Liberty Sanders
Master
I agree that both parties were at fault.
First off, I believe if a LEO does not identify himself or herself and provide badge/ID, he or she should not act in such a capacity until its happened.
Second, if someone is coming to my door, I am going to ask them to identify themselves before I open the door, and yes, I will have a weapon in my hand, and possibly a second gun/knife close by.
Finally, if someone points a gun at me, I have to assume they are willing to shoot me. "Never let the muzzle cover anything you are not willing to destroy" (Rule #2).
This is a tragedy, and assuming the information we have is accurate, I think the shooting was justified (since the victim pointed a gun at the LEO's outside), maybe negligent (depends on how much weight you place on the LEO's identifying themselves), and definitely avoidable.
No, the shooting was not justified.
I knocked on plenty of doors in my LEO days where I had good reason to believe that there was someone damned dangerous on the other side. You don't knock and then just stand there. You position yourself so that whoever is going to open the door can't just open it and shoot you. If necessary you move away and get behind a wall, a tree, your car, anything that will stop bullets.

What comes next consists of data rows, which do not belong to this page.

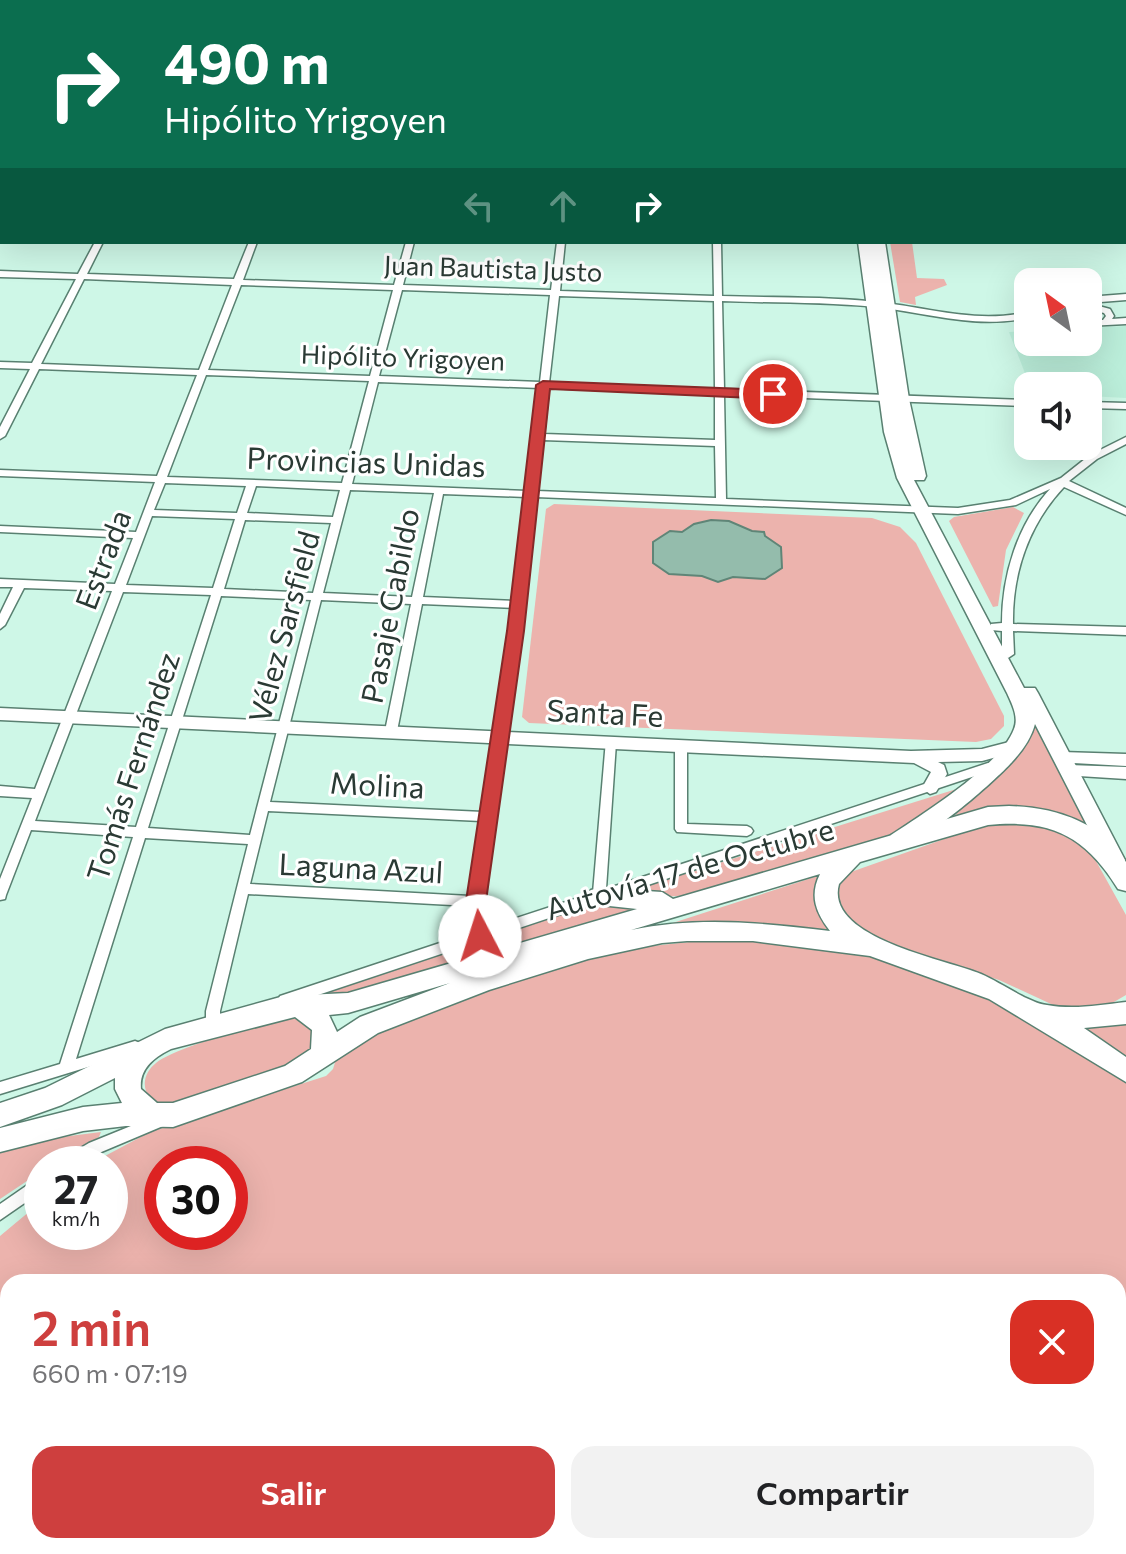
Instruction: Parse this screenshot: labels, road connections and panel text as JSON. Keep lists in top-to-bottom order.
{
  "streets": {
    "highway": ["Autovía 17 de Octubre"],
    "street": [
      "Juan Bautista Justo",
      "Hipólito Yrigoyen",
      "Provincias Unidas",
      "Estrada",
      "Pasaje Cabildo",
      "Vélez Sarsfield",
      "Santa Fe",
      "Tomás Fernández",
      "Molina",
      "Laguna Azul"
    ]
  },
  "crossings": [
    ["Juan Bautista Justo", "Estrada"],
    ["Juan Bautista Justo", "Vélez Sarsfield"],
    ["Hipólito Yrigoyen", "Estrada"],
    ["Hipólito Yrigoyen", "Vélez Sarsfield"],
    ["Provincias Unidas", "Estrada"],
    ["Provincias Unidas", "Pasaje Cabildo"],
    ["Provincias Unidas", "Vélez Sarsfield"],
    ["Provincias Unidas", "Tomás Fernández"],
    ["Estrada", "Santa Fe"],
    ["Pasaje Cabildo", "Santa Fe"],
    ["Vélez Sarsfield", "Santa Fe"],
    ["Vélez Sarsfield", "Molina"],
    ["Vélez Sarsfield", "Laguna Azul"],
    ["Vélez Sarsfield", "Autovía 17 de Octubre"],
    ["Santa Fe", "Tomás Fernández"]
  ],
  "north": "top left",
  "page": {
    "turn": ["490 m", "Hipólito Yrigoyen"],
    "speed": "27 km/h",
    "limit": "30",
    "heading": ["2 min", "660 m · 07:19"],
    "buttons": ["Salir", "Compartir"]
  }
}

Even when you're knocking on a door where you have NO expectation of a hostile response, you stand off to the side just in case.

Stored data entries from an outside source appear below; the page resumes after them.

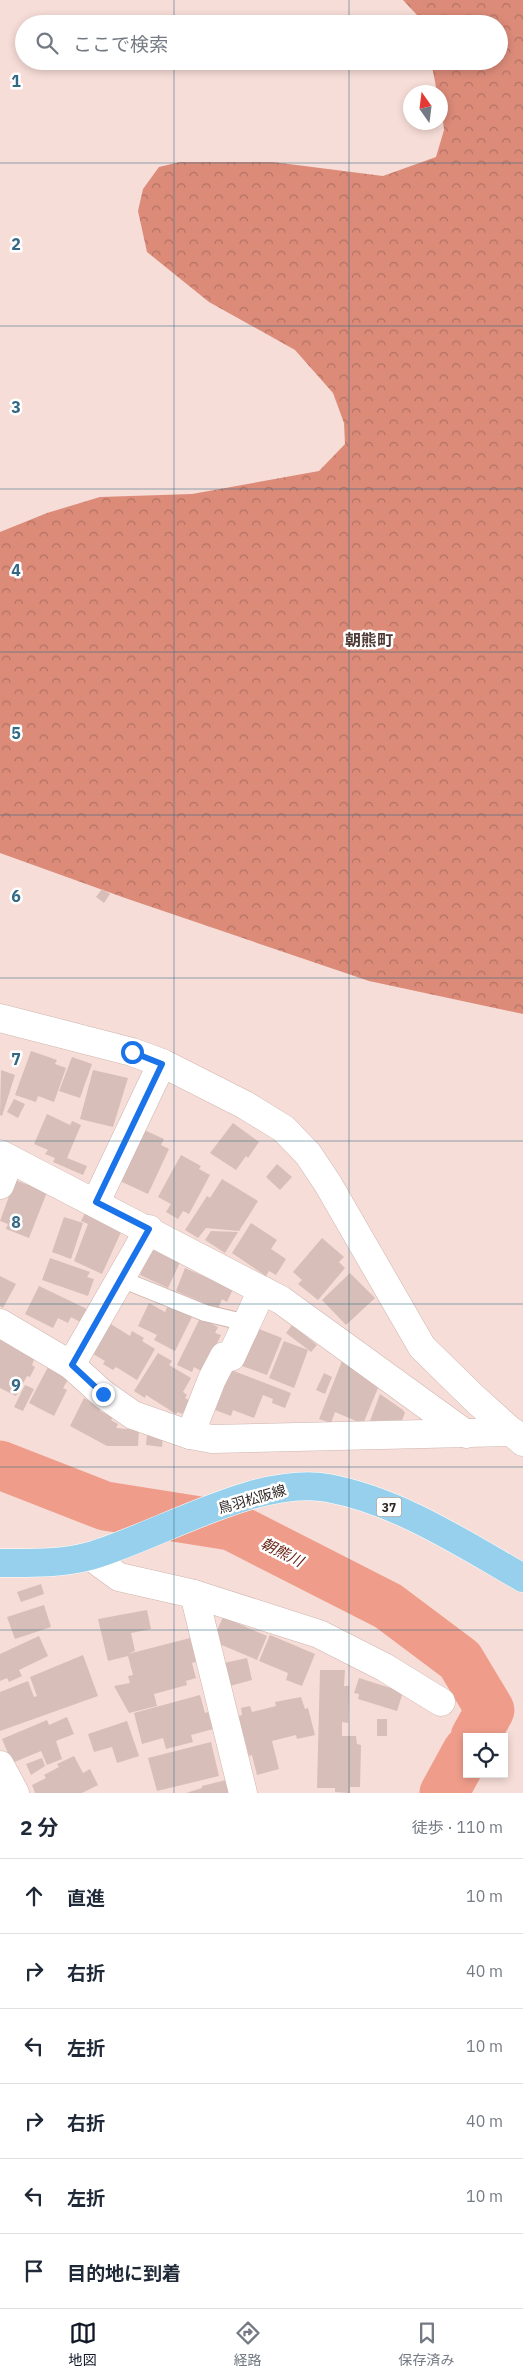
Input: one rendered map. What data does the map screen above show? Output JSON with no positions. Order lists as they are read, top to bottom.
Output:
{
  "streets": {
    "main road": ["鳥羽松阪線", "37"]
  },
  "districts": ["朝熊町"],
  "water": ["朝熊川"],
  "north": "top",
  "page": {
    "search": "ここで検索",
    "heading": ["2 分", "徒歩 · 110 m"],
    "list": [
      ["直進", "10 m"],
      ["右折", "40 m"],
      ["左折", "10 m"],
      ["右折", "40 m"],
      ["左折", "10 m"],
      "目的地に到着"
    ],
    "nav": ["地図", "経路", "保存済み"]
  },
  "grid": {
    "rows": [
      "1",
      "2",
      "3",
      "4",
      "5",
      "6",
      "7",
      "8",
      "9"
    ]
  }
}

If you're going to pound on a door in the middle of the damned night in a country where citizens are armed, you have to expect that SOME of them (at least the ones who value their lives and who have any sense) will answer the door armed.
In a situation like this you don't just knock on the door and HOPE for the best. You set up a perimeter, you knock on the door, loudly identify yourself as the PO-PO, then run like hell for the closest cover. You have uniforms with you to counter any claim by the bad guy that he didn't know who you are.
The LEOs involved in this situation not only acted unprofessionally, they were just downright STUPID!!!
If they'd handled this situation the way I'd expect any reasonably trained rookie to handle it, no one would have died.